**Directions**:
Where in the data below does the word "function" appear? Copy each line that holds it.

**Dataset entries**:
▶

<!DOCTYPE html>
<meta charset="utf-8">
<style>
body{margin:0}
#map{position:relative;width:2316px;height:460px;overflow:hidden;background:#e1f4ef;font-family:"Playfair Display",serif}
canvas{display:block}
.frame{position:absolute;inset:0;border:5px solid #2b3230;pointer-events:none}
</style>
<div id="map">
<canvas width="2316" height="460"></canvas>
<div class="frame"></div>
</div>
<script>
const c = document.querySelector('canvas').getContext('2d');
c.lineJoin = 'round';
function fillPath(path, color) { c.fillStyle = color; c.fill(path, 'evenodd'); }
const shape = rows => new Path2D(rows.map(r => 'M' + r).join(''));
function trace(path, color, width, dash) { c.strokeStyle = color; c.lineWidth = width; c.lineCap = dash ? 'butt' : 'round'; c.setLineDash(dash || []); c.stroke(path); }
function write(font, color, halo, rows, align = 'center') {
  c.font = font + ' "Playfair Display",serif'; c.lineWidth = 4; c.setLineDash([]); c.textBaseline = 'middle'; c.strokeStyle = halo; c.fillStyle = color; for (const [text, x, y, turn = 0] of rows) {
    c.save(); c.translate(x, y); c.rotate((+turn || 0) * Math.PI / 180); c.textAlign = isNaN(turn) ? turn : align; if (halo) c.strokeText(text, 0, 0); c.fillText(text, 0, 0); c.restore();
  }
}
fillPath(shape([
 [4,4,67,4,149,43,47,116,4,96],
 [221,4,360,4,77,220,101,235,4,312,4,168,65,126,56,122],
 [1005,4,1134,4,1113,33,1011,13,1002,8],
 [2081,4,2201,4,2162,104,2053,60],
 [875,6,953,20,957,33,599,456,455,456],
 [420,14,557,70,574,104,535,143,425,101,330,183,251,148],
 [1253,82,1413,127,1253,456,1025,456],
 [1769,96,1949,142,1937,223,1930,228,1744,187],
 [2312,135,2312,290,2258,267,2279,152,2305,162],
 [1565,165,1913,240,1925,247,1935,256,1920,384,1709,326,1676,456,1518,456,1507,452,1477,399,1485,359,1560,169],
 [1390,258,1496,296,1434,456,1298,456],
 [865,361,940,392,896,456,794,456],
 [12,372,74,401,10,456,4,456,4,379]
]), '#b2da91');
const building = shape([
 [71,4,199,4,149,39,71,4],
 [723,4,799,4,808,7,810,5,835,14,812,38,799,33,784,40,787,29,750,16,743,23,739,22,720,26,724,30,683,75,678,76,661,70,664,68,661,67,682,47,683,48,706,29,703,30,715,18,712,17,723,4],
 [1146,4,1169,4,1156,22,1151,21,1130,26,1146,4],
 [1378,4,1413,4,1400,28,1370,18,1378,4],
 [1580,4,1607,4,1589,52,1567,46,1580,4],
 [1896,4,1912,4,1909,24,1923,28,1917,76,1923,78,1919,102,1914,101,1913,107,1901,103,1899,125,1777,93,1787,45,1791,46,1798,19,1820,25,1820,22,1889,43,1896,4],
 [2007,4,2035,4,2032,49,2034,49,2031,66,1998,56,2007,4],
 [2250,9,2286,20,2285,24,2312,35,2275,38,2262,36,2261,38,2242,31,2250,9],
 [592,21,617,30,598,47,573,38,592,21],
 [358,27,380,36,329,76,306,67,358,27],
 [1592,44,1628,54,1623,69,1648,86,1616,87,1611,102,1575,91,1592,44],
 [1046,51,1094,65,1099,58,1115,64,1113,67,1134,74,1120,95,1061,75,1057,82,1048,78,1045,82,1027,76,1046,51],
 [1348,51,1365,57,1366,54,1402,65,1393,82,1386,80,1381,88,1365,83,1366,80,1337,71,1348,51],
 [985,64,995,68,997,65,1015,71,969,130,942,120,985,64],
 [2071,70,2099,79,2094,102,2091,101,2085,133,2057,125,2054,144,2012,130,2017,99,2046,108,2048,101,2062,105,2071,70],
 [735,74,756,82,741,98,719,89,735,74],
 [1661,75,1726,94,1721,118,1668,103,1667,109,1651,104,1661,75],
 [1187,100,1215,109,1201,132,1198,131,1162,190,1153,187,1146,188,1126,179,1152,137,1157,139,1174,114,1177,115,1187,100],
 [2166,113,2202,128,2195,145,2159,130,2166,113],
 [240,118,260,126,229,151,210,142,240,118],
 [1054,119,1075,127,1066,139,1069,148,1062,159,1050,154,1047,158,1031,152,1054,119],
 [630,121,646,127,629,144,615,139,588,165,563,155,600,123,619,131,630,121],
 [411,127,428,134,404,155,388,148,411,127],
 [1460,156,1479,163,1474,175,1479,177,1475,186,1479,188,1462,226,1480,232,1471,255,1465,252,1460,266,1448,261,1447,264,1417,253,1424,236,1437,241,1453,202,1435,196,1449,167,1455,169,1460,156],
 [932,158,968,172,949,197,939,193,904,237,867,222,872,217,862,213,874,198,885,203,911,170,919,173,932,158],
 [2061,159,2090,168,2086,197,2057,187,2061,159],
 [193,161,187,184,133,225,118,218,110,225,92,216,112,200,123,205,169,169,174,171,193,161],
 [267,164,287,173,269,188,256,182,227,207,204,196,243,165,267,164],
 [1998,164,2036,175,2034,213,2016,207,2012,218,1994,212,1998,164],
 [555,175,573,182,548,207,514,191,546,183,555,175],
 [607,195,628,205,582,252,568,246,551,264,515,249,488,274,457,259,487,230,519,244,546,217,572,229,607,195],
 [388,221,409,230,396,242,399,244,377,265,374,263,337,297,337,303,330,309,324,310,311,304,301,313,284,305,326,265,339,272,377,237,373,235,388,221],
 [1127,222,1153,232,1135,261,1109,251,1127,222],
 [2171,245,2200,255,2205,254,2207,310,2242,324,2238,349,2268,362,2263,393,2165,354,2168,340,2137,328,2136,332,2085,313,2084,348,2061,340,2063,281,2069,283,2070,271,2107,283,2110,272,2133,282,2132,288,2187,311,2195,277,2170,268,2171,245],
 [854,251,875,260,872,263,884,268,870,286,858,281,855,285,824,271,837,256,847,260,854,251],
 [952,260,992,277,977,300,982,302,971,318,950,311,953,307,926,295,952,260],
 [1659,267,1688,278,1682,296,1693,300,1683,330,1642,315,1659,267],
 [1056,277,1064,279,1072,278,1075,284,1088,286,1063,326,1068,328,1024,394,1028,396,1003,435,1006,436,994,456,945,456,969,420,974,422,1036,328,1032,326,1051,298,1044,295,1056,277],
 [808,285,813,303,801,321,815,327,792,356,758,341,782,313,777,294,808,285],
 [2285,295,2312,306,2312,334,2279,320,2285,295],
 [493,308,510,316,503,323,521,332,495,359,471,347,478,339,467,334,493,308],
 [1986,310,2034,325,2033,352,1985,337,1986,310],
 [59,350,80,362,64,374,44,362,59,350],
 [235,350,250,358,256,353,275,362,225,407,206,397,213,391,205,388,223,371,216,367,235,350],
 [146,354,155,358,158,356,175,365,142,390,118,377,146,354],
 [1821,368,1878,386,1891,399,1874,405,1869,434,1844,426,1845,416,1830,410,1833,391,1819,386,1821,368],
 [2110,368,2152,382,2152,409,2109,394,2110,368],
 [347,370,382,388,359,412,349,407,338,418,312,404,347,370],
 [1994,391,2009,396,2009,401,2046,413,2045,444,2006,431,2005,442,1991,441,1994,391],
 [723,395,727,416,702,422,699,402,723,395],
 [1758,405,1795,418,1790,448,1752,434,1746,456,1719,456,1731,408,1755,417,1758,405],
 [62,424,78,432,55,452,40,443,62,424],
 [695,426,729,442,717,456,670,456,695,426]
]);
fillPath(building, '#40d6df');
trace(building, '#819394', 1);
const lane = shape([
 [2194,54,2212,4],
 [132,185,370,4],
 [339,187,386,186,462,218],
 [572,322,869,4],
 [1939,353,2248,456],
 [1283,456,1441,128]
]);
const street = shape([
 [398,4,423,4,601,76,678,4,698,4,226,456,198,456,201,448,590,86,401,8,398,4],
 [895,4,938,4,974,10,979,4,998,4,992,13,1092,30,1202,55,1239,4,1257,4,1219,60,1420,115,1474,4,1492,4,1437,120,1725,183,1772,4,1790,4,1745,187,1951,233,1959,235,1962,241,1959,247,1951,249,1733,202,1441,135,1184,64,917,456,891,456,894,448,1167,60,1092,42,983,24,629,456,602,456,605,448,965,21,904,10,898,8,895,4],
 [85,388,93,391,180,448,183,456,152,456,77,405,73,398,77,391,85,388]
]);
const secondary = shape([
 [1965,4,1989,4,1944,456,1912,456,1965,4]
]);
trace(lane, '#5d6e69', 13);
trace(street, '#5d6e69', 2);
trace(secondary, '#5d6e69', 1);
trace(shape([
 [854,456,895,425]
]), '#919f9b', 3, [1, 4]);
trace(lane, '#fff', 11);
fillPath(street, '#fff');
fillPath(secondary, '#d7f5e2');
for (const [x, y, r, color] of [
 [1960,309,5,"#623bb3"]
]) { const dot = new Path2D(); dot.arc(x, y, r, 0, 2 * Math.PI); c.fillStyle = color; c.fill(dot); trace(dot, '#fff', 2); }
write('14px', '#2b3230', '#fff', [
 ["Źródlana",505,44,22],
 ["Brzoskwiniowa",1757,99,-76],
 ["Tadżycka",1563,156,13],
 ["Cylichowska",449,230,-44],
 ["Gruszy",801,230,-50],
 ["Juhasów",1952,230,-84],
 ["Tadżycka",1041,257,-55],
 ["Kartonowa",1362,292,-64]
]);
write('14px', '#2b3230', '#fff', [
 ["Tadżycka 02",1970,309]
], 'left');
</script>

◀

**Output for this exercise**:
function fillPath(path, color) { c.fillStyle = color; c.fill(path, 'evenodd'); }
function trace(path, color, width, dash) { c.strokeStyle = color; c.lineWidth = width; c.lineCap = dash ? 'butt' : 'round'; c.setLineDash(dash || []); c.stroke(path); }
function write(font, color, halo, rows, align = 'center') {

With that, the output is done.